**DATASET RECORDS**
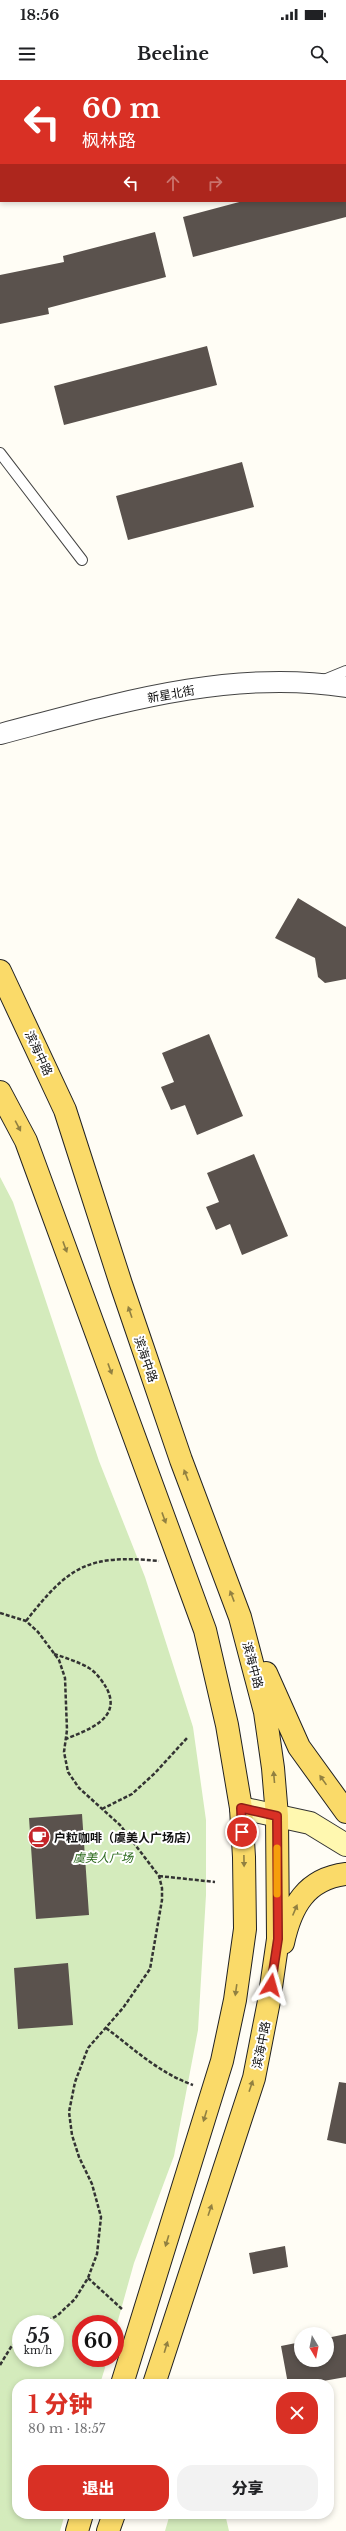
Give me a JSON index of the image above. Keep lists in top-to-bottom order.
{
  "streets": {
    "main road": ["滨海中路"],
    "street": ["新星北街"]
  },
  "parks": ["虞美人广场"],
  "places": {
    "cafe": ["户粒咖啡（虞美人广场店）"]
  },
  "north": "bottom",
  "page": {
    "status": "18:56",
    "header": "Beeline",
    "turn": ["60 m", "枫林路"],
    "speed": "55 km/h",
    "limit": "60",
    "heading": ["1 分钟", "80 m · 18:57"],
    "buttons": ["退出", "分享"]
  }
}
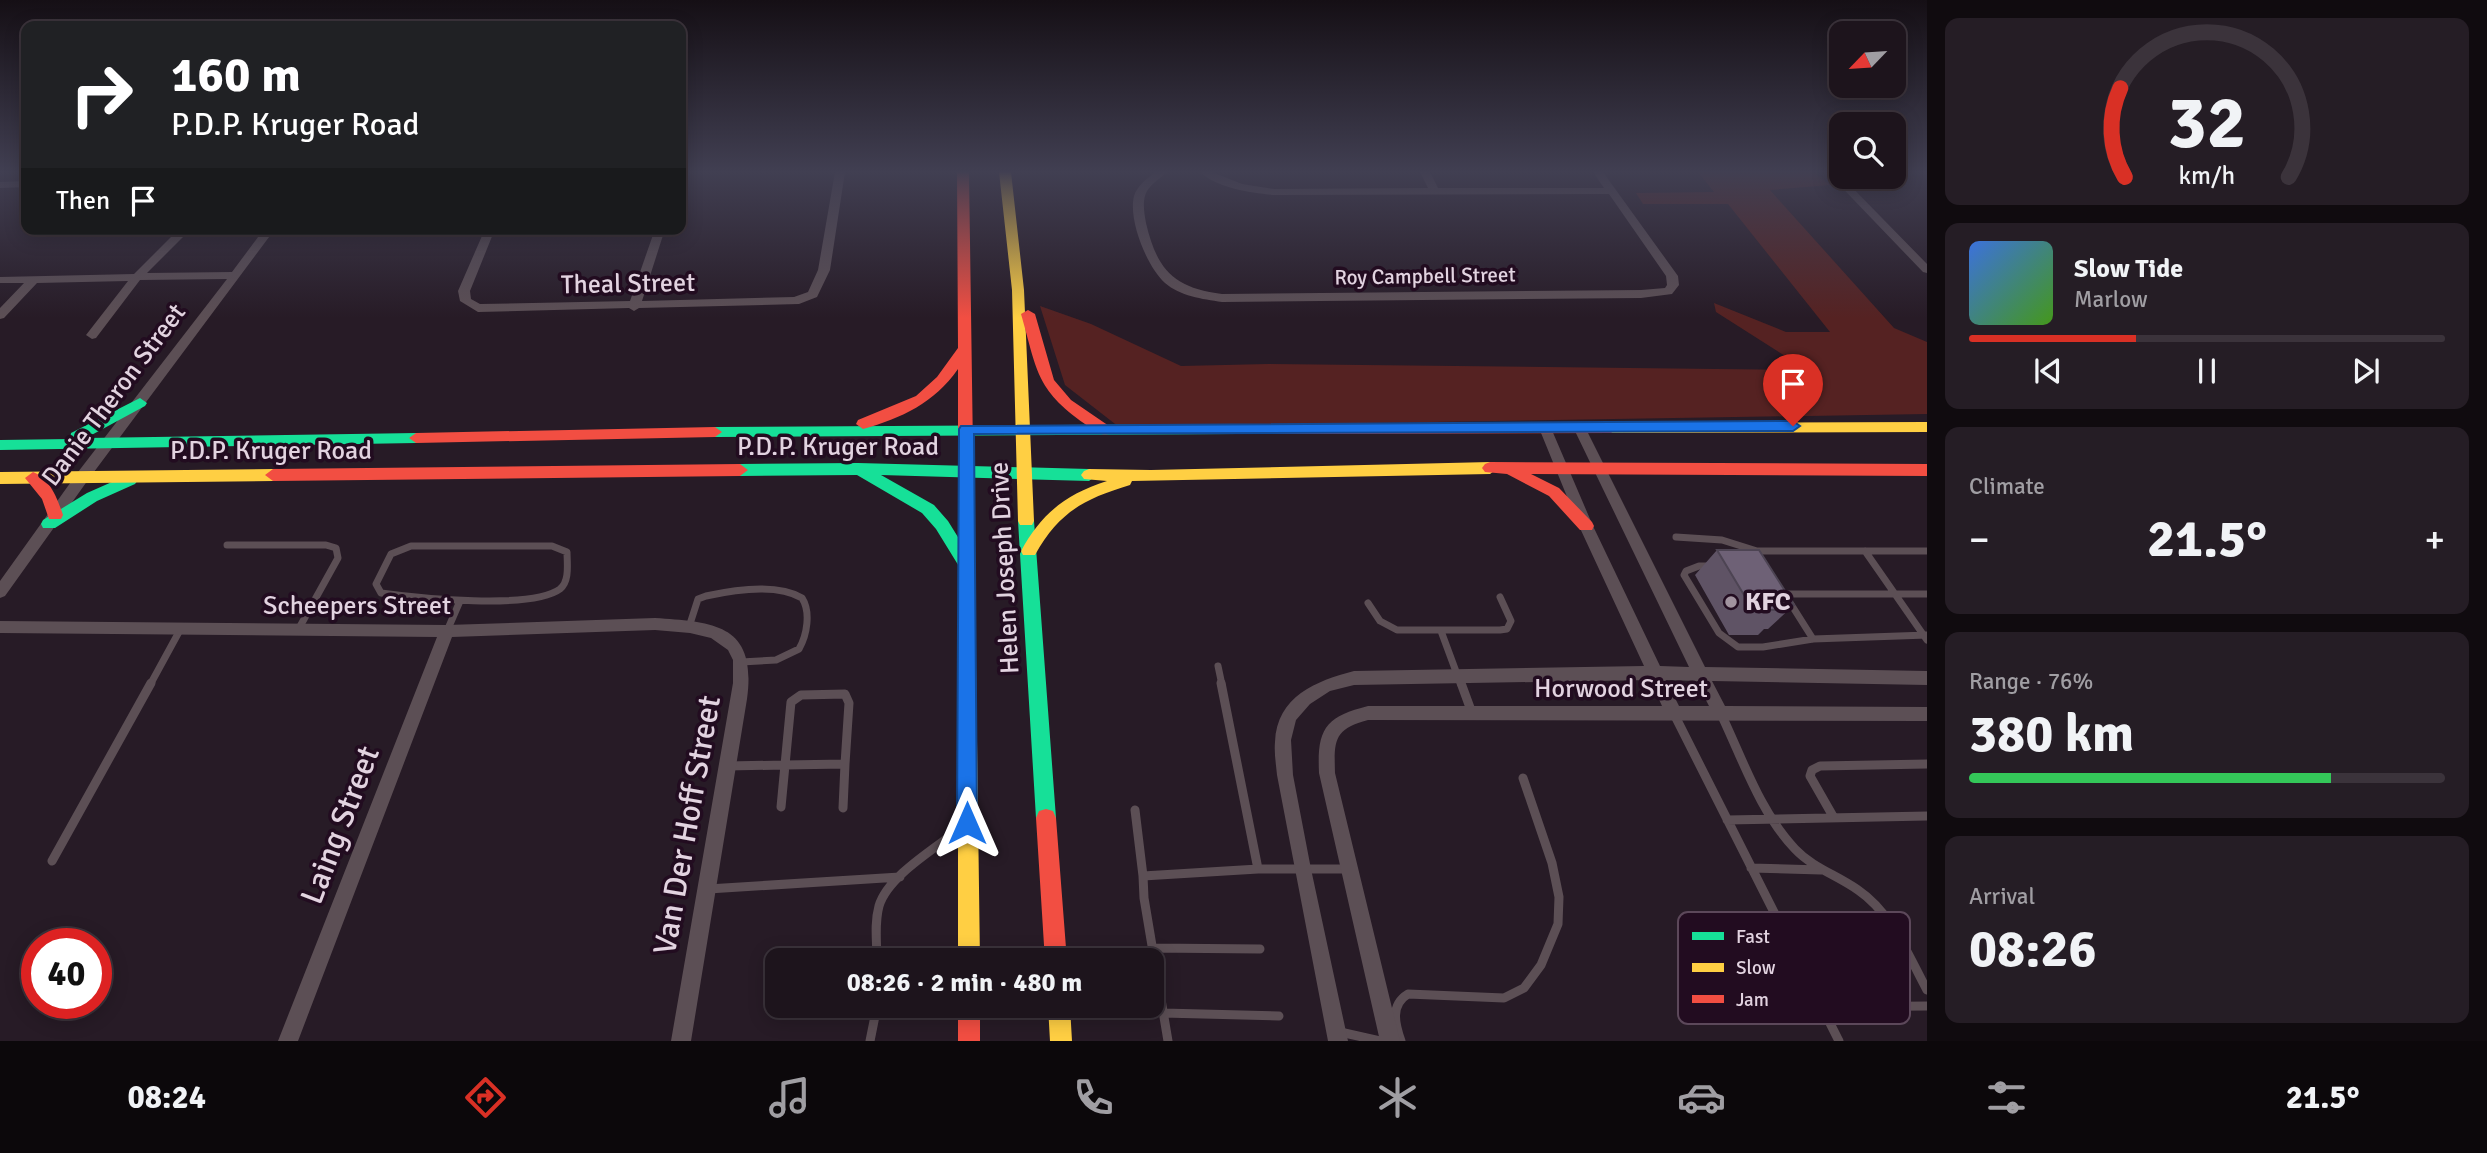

**EXERCISE DIRECTIONS**
Apart from the pictures, return every entry above exactly as given.

**ANSWER TO THE PROBLEM**
Give me a JSON index of the image above. Keep lists in top-to-bottom order.
{
  "streets": {
    "main road": ["滨海中路"],
    "street": ["新星北街"]
  },
  "parks": ["虞美人广场"],
  "places": {
    "cafe": ["户粒咖啡（虞美人广场店）"]
  },
  "north": "bottom",
  "page": {
    "status": "18:56",
    "header": "Beeline",
    "turn": ["60 m", "枫林路"],
    "speed": "55 km/h",
    "limit": "60",
    "heading": ["1 分钟", "80 m · 18:57"],
    "buttons": ["退出", "分享"]
  }
}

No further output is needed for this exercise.